The imagery might resonate with homosexual rights activists and their allies, but it is angering many black Americans, who are offended that their struggle for equal rights is being associated with the dismantling of what they consider a divinely inspired and socially essential institution.

"We find the gay community's attempt to tie their pursuit of special rights based on their behavior to the civil rights movement of the 1960s and 1970s abhorrent," Bishop Andrew Merritt of Straight Gate Ministries and several other Detroit pastors said recently in a statement supporting traditional marriage. "Being black is not a lifestyle choice."

The Rev. Jesse Jackson also has said homosexual rights are not the same as civil rights.

"Gays were never called three-fifths human in the Constitution," he recently told Boston-area students.

But equating homosexual rights with civil rights is an analogy that has been used for years and is supported by icons such as Coretta Scott King, Julian Bond and Rep. John Lewis, Georgia Democrat.

"Of course there's a reason the National Gay and Lesbian Task Force links the issues of African-American civil rights and homosexual civil rights: Coretta Scott King, Martin Luther King's widow, told them to," said an article at www.hatecrime.org, which lists statements by Mrs. King.

Black Americans have been liberal on many social issues, "but not this one," according to Star Parker, a California-based conservative leader.

The homosexual "marriage" issue "is where we get off the bus," she said.

Several black pastors are gathering today in San Francisco for the first of several rallies to denounce same-sex "marriage." Others are planning rallies in Boston on March 11, when Massachusetts lawmakers reconvene to consider an amendment upholding traditional marriage.

Tomorrow on Capitol Hill, Senate Majority Leader Bill Frist, Tennessee Republican, is set to join black and Hispanic leaders in supporting a federal marriage amendment.

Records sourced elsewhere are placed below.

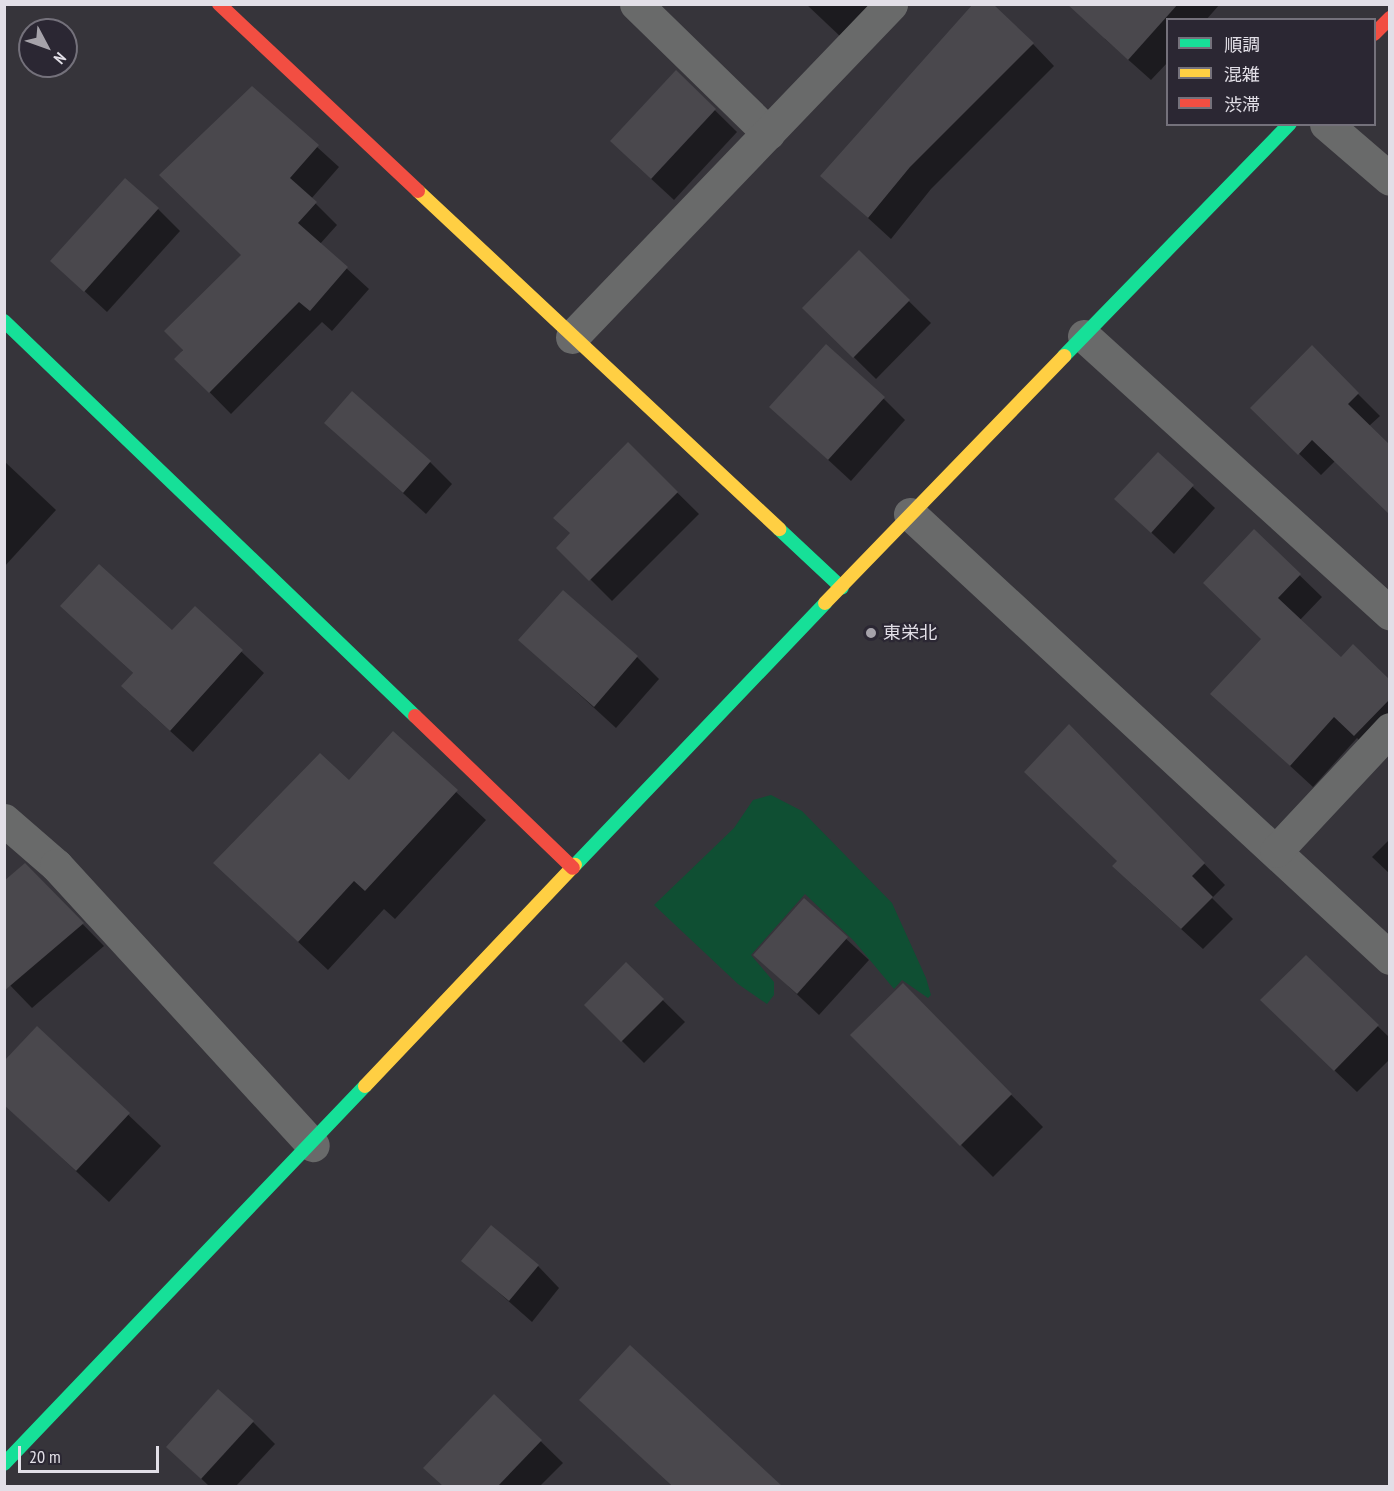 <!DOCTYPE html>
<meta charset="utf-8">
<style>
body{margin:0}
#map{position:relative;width:1394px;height:1491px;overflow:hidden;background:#36343a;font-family:"PT Sans Narrow","Noto Sans JP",sans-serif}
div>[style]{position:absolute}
.green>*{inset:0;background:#0f4f33}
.shadow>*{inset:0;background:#0007}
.building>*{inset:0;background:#4a484d}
.street>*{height:33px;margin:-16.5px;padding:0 16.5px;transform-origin:16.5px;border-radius:16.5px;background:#696a6a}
.fast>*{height:14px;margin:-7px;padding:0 7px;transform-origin:7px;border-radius:7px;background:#16e098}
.slow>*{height:14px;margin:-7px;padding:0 7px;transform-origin:7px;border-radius:7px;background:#ffcf43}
.jam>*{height:14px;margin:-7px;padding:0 7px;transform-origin:7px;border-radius:7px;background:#f24e42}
.dots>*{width:16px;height:16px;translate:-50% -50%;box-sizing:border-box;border:3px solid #2b2733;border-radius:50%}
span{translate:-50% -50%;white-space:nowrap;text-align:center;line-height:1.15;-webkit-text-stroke:4.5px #2b2733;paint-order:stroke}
.poi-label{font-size:18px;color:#e2dfe7}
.left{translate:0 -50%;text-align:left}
.frame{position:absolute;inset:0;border:6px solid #e2dfe7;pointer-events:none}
.legend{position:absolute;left:1166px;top:18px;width:210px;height:108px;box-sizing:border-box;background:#2b2733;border:2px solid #74717b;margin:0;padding:8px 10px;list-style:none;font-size:18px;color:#e2dfe7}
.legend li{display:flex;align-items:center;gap:12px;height:30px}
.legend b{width:30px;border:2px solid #74717b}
.north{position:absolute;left:18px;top:18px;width:60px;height:60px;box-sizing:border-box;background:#2b2733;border:2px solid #74717b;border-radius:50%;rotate:131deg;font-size:16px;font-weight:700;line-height:24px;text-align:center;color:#e2dfe7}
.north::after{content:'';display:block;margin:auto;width:21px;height:27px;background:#a6a3aa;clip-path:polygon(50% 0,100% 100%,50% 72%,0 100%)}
.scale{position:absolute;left:18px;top:1446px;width:141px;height:27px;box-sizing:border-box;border:3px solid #e2dfe7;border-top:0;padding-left:8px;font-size:18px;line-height:21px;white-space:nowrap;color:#e2dfe7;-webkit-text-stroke:4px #2b2733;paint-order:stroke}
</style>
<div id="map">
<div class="green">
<div style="clip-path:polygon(771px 795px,802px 811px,892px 903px,926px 978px,931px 995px,928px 998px,902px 980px,894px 989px,854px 941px,805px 894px,751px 955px,774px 982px,774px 995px,767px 1004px,738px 984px,654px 905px,734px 828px,753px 800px)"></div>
</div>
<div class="shadow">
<div style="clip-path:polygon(806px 4px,875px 4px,843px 39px)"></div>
<div style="clip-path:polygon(1094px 4px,1220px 4px,1206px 20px,1168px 20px,1168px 62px,1151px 80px,1105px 39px)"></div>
<div style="clip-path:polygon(1033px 44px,1054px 66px,931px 189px,891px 239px,822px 176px)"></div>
<div style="clip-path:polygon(676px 72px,737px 132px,674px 200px,634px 163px)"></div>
<div style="clip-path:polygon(252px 88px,339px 167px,311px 199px,337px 225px,320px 244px,369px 289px,332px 331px,322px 322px,231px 414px,177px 359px,243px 255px)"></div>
<div style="clip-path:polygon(158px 209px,180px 231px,107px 312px,52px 261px)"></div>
<div style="clip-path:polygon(859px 252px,931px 323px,876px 379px,804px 308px)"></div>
<div style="clip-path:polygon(1312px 348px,1380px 416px,1369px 426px,1390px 446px,1390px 513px,1335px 461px,1321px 475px,1252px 408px)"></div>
<div style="clip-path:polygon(884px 399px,905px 420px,851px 481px,771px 407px)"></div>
<div style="clip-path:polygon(326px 423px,430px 462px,452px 484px,426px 514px)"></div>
<div style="clip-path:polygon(628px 444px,699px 514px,612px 601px,559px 548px,572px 534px)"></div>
<div style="clip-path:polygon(1158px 454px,1215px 508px,1174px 554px,1116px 499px)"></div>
<div style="clip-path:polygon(4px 461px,56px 510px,4px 567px)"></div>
<div style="clip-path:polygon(1254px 531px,1322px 597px,1300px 620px,1341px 659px,1353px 646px,1390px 681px,1390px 745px,1377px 757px,1357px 738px,1313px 787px,1212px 694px,1263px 640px)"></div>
<div style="clip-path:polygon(62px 606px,172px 632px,195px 608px,264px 673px,193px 752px,145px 708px,134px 674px)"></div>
<div style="clip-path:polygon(520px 640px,637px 657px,659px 679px,616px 728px)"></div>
<div style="clip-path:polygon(394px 734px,486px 820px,395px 919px,384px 909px,328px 970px,245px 892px)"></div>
<div style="clip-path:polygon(1090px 747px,1225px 885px,1212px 898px,1233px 919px,1203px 949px,1135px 887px,1119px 861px)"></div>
<div style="clip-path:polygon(1390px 839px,1390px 874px,1372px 857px)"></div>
<div style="clip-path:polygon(25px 865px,104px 946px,32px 1008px,4px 979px)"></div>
<div style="clip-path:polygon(804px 900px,869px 960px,819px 1015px,755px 955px)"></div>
<div style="clip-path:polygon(1306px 957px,1390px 1038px,1390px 1059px,1357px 1092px,1284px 1022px)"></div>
<div style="clip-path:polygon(626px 964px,685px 1022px,644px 1063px,586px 1005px)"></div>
<div style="clip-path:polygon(903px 985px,1043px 1127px,993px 1177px,852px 1035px)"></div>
<div style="clip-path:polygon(37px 1028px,161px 1146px,109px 1202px,17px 1116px)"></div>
<div style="clip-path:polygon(463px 1261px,538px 1266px,559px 1288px,532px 1322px)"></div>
<div style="clip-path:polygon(630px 1347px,781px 1486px,672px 1486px,581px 1400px)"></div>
<div style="clip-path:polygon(494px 1396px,563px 1463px,540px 1486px,444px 1486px,425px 1468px)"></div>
<div style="clip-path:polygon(253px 1422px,275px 1444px,236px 1486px,209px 1486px,168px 1447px)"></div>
</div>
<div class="building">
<div style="clip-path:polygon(973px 4px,993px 4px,1034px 43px,910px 167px,868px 218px,820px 176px)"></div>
<div style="clip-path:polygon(1067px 4px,1178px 4px,1128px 60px)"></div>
<div style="clip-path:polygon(676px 70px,716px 109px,651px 179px,610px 141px)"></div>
<div style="clip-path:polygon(252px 86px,319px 145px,290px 178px,317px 202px,298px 223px,348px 267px,310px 311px,299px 302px,209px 393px,174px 359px,183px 350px,164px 331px,241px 255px,159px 175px)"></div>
<div style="clip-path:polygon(125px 178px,159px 208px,84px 292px,50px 261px)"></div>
<div style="clip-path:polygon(859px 250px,910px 300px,853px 358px,802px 308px)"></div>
<div style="clip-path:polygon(826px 344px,885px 397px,828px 460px,769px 407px)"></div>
<div style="clip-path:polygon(1312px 345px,1359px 393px,1348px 404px,1389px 444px,1389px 514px,1312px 440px,1298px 455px,1250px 408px)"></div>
<div style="clip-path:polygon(352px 391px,431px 461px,403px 493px,324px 423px)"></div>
<div style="clip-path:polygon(628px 442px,678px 492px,589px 581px,556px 548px,570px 533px,553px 518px)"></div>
<div style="clip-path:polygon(1158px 452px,1194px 485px,1151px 533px,1114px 499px)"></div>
<div style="clip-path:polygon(1254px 529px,1301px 574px,1278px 598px,1341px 657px,1353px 644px,1389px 679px,1389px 700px,1354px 736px,1334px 717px,1290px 766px,1210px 694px,1261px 639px,1203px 583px)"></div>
<div style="clip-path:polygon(99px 564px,172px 630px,195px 606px,243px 650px,170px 731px,121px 686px,133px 673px,60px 606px)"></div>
<div style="clip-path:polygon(563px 590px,638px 656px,594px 707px,518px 640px)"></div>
<div style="clip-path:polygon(1069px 724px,1205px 863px,1192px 876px,1213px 897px,1181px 929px,1112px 866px,1117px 861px,1024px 772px)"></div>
<div style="clip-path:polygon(393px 731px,458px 790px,365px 891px,354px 881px,298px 942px,213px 863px,320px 753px,349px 780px)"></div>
<div style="clip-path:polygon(25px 863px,84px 923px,4px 991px,4px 881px)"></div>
<div style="clip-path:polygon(804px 898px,848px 937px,797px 994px,753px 955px)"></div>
<div style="clip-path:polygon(1306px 955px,1379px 1025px,1334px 1071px,1260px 1000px)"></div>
<div style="clip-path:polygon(626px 962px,664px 999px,621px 1042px,584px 1005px)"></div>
<div style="clip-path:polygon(903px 983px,1012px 1094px,960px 1146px,850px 1035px)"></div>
<div style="clip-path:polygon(37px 1026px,130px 1113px,76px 1171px,4px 1105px,4px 1061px)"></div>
<div style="clip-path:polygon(491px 1225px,539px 1265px,509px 1301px,461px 1261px)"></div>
<div style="clip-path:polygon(630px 1345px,782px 1486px,672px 1486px,579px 1400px)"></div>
<div style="clip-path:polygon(218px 1389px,254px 1421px,201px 1479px,166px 1447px)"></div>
<div style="clip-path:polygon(494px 1394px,542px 1440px,498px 1486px,443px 1486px,423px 1468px)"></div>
</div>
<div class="street">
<div style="left:636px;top:4px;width:185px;rotate:44.3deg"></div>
<div style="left:1326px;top:124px;width:84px;rotate:40.7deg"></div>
<div style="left:1084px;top:336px;width:413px;rotate:42.2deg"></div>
<div style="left:572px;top:337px;width:461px;rotate:-46.2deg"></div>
<div style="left:910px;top:514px;width:654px;rotate:42.77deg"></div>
<div style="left:4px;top:820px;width:69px;rotate:40.9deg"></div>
<div style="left:56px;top:865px;width:380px;rotate:47.5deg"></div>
<div style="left:1276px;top:851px;width:167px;rotate:-46.9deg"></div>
</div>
<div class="fast">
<div style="left:4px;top:321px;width:570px;rotate:43.86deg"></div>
<div style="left:1064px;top:356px;width:324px;rotate:-45.8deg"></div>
<div style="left:779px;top:529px;width:86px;rotate:43.1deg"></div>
<div style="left:575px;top:865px;width:362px;rotate:-46.3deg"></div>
<div style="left:4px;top:1464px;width:523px;rotate:-46.32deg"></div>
</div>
<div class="slow">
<div style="left:418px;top:191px;width:495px;rotate:43.1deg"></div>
<div style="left:825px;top:603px;width:344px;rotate:-45.9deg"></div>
<div style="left:365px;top:1086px;width:305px;rotate:-46.5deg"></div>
</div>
<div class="jam">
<div style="left:219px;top:4px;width:273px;rotate:43.2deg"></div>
<div style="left:1374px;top:34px;width:23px;rotate:-45deg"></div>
<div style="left:415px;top:716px;width:219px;rotate:43.9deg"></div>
</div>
<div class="dots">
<div style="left:871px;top:633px;background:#a6a3aa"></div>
</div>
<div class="poi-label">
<span class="left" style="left:883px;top:633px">東栄北</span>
</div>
<div class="frame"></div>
<ul class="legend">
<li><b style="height:8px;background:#16e098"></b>順調</li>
<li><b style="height:8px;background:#ffcf43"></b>混雑</li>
<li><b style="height:8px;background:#f24e42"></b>渋滞</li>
</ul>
<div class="north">N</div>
<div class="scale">20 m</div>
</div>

"Black pastors understand what's at stake here, and they're not going to put their color before Christ," said Mrs. Parker, whose group, Coalition on Urban Renewal and Education, is helping organize the San Francisco rallies. "You want to wage war with the black evangelical church? You got it."

Black opposition to homosexual "marriage" could have major political consequences. Already, the portion of black Americans identifying with the Democratic Party has fallen from 74 percent in 2000 to 63 percent in 2002, according to the Joint Center for Political and Economic Studies.

Few, if any, polls specifically have identified opposition to homosexual "marriage" as a reason to leave the Democratic Party.

But "communities of color" are the strongest supporters of traditional marriage and amendments to protect it, said Matt Daniels, executive director of the Alliance for Marriage, which supports a federal marriage amendment and has the Rev. Walter Fauntroy, former D.C. delegate, on its board.

People in black churches are watching this marriage debate, "and they are saying to themselves, 'There is something to this that is not right. It's not right at all,'" said the Rev. Jeffrey L. Brown, a Cambridge, Mass., pastor who has joined others in the Black Ministerial Alliance of Greater Boston.